Failure to Thoroughly Investigate and Analyze Repeated Resident Elopements
Penalty
Summary
The facility failed to ensure a thorough investigation of multiple elopements involving resident #46. Facility-reported incidents documented that the resident left the premises without staff knowledge on several occasions over a span of weeks. The investigative files for these events lacked staff and resident interviews, did not identify root causes, and in one case contained no investigative information beyond copies of portions of the chart. The final report for the first elopement stated staff would be re-educated on elopement prevention procedures, but there was no documentation that this education occurred on or near the date of the incident, and the only education roster provided lacked a date, content description, and the name of the presenter. Staff interviews further showed that the investigations were not comprehensive. One staff member reported that the resident had a history of living in a homeless shelter and was potentially in a witness protection program, and that the resident was allowed to be outside smoking unattended because the facility did not have the manpower to supervise smokers.
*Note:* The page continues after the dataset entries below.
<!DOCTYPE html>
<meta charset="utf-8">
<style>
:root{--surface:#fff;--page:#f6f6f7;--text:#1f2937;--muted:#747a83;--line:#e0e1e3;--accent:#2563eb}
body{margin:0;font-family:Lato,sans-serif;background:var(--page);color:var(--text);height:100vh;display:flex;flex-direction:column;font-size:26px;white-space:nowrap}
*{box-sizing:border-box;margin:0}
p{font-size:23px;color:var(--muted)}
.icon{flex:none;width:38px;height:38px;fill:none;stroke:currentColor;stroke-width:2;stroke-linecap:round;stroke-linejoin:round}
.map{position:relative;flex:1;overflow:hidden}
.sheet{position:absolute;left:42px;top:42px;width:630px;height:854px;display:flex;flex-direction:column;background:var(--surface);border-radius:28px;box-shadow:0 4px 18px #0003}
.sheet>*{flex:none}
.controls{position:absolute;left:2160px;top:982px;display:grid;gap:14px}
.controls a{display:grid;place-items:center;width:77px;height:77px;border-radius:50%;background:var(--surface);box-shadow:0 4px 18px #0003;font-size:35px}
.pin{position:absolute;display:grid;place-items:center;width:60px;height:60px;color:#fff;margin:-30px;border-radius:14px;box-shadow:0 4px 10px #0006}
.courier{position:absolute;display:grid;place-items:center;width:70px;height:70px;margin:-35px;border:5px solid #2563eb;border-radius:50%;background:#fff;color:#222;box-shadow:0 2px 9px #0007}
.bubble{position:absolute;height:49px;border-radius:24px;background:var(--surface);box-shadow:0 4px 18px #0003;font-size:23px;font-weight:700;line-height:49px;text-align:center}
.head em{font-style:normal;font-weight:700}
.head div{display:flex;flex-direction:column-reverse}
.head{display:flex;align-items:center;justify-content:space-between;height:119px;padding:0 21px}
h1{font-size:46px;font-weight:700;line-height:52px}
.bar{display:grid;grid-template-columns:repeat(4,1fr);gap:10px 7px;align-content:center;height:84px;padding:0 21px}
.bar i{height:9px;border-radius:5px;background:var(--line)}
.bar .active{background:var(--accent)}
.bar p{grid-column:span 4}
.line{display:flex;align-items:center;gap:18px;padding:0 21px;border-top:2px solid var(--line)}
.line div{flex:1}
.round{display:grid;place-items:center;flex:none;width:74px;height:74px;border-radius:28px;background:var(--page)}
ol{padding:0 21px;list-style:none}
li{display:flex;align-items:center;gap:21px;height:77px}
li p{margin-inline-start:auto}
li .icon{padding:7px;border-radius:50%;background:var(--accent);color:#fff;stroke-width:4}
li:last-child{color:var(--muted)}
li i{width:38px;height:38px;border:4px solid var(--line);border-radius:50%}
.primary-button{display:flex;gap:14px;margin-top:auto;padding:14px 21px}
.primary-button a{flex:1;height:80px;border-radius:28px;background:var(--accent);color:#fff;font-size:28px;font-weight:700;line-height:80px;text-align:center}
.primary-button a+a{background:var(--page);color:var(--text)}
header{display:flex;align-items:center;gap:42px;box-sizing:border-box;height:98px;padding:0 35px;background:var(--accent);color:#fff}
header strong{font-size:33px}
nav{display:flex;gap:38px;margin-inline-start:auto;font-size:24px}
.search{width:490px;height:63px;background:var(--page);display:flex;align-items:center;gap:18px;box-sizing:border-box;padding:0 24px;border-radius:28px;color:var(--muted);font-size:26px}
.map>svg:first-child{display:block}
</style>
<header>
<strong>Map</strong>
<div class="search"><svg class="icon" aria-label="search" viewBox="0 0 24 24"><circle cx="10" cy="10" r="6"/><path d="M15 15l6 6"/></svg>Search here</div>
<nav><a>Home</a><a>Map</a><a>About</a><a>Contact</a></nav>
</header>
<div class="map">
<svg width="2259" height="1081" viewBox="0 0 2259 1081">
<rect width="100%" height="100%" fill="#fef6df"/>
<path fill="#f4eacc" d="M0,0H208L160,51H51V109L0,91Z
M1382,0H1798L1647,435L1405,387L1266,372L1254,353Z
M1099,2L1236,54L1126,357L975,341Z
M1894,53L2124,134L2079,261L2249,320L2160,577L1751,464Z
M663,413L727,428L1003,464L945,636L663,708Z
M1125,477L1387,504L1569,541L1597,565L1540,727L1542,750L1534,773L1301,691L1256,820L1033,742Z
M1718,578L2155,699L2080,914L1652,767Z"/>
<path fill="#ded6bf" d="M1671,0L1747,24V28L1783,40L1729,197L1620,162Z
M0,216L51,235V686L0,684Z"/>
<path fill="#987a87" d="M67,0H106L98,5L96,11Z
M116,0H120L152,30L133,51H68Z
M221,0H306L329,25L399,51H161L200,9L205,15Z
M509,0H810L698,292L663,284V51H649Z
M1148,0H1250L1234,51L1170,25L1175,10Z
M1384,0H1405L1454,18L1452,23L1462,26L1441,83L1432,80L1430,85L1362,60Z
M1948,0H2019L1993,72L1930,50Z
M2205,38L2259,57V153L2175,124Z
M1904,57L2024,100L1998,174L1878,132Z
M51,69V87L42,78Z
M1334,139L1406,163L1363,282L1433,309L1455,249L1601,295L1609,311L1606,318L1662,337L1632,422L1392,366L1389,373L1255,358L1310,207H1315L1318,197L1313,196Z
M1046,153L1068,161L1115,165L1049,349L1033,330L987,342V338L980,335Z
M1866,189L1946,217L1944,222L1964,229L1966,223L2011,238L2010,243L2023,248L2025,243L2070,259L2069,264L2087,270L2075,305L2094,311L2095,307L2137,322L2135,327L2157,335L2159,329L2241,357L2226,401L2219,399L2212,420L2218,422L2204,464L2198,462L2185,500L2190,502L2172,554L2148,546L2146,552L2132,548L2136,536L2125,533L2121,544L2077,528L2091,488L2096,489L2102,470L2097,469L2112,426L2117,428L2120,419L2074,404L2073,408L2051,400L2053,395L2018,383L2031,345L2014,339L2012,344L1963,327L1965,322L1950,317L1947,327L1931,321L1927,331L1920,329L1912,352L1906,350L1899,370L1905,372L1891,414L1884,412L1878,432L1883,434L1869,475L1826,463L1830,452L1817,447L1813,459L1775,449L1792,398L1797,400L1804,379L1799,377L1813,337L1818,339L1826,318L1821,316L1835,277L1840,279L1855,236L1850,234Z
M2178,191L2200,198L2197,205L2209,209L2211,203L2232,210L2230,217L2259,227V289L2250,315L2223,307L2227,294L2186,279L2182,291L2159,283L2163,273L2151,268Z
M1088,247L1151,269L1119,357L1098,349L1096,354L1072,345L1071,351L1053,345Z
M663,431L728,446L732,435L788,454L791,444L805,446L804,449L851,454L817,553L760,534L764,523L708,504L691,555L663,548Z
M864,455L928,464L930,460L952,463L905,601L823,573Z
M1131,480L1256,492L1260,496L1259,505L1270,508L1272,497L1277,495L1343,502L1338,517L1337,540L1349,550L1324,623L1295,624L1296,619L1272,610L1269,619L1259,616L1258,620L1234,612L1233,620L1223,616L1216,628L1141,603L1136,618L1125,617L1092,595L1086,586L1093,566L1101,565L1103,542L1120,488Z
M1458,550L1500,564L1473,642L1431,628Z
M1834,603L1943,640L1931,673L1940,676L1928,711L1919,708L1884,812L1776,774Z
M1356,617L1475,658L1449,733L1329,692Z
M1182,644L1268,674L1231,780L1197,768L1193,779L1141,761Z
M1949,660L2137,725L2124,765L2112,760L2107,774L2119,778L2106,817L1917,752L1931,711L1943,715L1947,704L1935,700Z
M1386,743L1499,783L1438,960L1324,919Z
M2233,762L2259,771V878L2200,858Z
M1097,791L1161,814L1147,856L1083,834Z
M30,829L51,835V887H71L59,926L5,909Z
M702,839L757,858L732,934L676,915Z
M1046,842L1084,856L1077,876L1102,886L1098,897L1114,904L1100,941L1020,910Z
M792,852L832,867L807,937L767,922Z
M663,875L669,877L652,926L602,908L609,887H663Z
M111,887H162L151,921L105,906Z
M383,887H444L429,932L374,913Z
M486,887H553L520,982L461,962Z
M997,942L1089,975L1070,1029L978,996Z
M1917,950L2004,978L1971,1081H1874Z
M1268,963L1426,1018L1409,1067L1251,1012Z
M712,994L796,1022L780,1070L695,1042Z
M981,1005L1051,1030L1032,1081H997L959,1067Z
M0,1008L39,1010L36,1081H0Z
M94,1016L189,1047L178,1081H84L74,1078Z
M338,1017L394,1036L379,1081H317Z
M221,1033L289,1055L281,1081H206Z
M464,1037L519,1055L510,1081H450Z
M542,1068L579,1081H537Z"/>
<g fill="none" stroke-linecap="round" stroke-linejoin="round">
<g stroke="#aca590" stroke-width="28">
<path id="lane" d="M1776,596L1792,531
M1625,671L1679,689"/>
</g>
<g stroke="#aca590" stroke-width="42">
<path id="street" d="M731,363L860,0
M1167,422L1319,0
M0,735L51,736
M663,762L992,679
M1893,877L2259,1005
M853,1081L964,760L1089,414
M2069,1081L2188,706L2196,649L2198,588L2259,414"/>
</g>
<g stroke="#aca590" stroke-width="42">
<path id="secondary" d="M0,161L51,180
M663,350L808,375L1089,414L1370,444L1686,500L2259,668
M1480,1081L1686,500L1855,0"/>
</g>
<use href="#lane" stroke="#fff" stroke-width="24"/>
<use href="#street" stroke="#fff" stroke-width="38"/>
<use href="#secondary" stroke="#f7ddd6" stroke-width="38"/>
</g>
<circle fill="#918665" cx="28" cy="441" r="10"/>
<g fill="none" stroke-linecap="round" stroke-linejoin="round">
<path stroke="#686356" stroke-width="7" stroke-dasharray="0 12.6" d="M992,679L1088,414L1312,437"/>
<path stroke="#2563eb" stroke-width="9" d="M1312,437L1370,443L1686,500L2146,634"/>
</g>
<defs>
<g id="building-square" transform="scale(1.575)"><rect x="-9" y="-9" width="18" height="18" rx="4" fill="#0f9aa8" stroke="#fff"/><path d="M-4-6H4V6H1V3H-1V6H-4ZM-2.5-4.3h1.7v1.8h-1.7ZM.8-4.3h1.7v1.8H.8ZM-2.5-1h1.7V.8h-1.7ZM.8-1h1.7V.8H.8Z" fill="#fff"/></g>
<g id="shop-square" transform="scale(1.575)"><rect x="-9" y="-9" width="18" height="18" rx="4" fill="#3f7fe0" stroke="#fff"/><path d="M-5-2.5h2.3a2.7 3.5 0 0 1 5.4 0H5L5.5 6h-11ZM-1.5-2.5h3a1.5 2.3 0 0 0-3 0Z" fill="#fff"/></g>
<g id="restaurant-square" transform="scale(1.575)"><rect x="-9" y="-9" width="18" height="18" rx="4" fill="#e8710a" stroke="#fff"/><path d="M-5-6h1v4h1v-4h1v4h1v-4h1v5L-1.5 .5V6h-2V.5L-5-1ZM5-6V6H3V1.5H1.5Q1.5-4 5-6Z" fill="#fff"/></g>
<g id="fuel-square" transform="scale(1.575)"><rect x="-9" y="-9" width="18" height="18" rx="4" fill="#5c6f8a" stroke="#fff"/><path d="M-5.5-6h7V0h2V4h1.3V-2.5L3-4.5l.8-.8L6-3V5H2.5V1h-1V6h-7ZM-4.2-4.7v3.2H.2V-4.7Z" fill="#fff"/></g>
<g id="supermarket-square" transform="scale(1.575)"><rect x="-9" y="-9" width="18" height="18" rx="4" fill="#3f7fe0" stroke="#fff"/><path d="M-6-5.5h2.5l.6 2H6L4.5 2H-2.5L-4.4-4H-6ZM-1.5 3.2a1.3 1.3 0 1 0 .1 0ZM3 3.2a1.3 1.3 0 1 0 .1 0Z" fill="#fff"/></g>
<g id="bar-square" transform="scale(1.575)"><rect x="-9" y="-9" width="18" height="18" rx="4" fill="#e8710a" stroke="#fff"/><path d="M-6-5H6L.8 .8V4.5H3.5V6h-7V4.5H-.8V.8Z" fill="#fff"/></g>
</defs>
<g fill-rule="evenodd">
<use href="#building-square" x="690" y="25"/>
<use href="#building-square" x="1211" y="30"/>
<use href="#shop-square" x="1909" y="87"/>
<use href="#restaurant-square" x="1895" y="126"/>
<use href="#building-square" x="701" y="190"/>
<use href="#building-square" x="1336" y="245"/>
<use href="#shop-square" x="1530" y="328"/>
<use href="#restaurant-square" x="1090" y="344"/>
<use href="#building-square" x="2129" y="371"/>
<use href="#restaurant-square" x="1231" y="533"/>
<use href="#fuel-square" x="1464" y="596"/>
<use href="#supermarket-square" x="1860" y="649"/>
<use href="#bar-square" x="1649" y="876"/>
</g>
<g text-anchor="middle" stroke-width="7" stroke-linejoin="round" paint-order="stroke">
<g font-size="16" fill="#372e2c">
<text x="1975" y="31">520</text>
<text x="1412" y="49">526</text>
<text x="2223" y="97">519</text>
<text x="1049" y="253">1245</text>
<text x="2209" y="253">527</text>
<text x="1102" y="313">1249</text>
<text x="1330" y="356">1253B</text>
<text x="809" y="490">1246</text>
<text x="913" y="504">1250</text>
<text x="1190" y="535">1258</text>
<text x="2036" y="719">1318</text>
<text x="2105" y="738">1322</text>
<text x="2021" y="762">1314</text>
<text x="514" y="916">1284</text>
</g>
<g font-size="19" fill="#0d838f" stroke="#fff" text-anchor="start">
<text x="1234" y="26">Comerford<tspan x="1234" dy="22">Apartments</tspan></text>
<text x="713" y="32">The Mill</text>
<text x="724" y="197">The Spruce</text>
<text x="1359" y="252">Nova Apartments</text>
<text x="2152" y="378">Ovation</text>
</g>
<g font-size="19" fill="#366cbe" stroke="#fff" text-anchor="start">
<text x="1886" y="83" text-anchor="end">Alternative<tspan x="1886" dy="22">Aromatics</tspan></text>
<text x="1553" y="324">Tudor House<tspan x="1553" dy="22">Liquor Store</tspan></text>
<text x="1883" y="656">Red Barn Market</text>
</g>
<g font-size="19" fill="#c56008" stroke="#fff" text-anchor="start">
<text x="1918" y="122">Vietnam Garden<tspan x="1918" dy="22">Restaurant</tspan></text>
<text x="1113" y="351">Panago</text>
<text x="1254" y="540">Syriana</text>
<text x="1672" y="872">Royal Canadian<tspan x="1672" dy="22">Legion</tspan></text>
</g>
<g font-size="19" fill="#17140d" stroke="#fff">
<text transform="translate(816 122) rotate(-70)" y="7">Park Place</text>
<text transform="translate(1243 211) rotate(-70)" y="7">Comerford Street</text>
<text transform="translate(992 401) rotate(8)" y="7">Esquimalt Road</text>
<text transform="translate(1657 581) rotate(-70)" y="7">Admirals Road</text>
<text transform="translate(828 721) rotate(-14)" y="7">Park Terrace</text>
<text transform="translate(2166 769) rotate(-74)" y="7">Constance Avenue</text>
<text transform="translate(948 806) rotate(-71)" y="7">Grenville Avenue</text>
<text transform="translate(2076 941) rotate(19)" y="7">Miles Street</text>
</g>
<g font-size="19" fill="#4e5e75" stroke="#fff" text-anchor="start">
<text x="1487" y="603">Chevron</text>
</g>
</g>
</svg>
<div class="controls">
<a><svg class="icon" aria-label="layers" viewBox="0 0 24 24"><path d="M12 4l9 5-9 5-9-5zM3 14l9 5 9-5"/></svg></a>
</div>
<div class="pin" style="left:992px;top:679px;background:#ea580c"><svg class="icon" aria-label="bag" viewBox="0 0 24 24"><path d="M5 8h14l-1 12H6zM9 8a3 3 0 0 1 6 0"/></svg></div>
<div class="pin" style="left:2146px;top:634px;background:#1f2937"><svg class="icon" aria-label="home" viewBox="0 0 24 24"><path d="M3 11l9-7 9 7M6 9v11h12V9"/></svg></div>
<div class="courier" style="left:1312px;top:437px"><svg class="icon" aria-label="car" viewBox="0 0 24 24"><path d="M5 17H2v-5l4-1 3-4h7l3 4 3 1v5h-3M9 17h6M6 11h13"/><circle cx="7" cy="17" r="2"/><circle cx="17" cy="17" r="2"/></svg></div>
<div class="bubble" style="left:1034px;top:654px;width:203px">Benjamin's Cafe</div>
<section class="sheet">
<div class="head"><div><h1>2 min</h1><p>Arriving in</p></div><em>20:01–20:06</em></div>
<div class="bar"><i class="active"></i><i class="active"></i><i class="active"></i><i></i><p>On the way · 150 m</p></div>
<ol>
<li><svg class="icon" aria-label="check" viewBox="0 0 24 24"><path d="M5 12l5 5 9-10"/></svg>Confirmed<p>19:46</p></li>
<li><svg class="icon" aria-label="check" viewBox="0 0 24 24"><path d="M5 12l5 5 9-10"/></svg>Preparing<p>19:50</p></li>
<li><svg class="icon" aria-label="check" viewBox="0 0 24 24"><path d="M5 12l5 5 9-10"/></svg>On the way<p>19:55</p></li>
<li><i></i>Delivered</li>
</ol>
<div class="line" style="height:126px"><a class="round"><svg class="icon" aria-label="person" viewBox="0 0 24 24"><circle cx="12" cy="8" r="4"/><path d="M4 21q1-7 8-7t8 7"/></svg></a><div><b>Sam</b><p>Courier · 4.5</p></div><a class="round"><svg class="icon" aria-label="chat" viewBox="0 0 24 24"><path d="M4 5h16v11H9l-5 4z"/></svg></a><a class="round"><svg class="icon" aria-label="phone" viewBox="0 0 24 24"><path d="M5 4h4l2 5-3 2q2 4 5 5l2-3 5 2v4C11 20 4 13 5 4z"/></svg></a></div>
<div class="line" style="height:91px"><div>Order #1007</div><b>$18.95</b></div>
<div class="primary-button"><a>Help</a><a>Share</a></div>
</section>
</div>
This staff member also stated that the resident’s activity care plan had been changed but could not recall what was needed to prevent further elopements. Another staff member stated she had never been interviewed about the elopements despite having ideas about how and why they occurred and how to prevent them. The staff member responsible for the investigation admitted she did not complete staff interviews and that a comprehensive review was not done, even though the facility later learned the resident had gone under a fence during one elopement rather than over it as initially believed. Across five additional elopements, the resident was identified as missing by community members rather than facility staff, and the investigation files remained incomplete and without timelines or precipitating factors.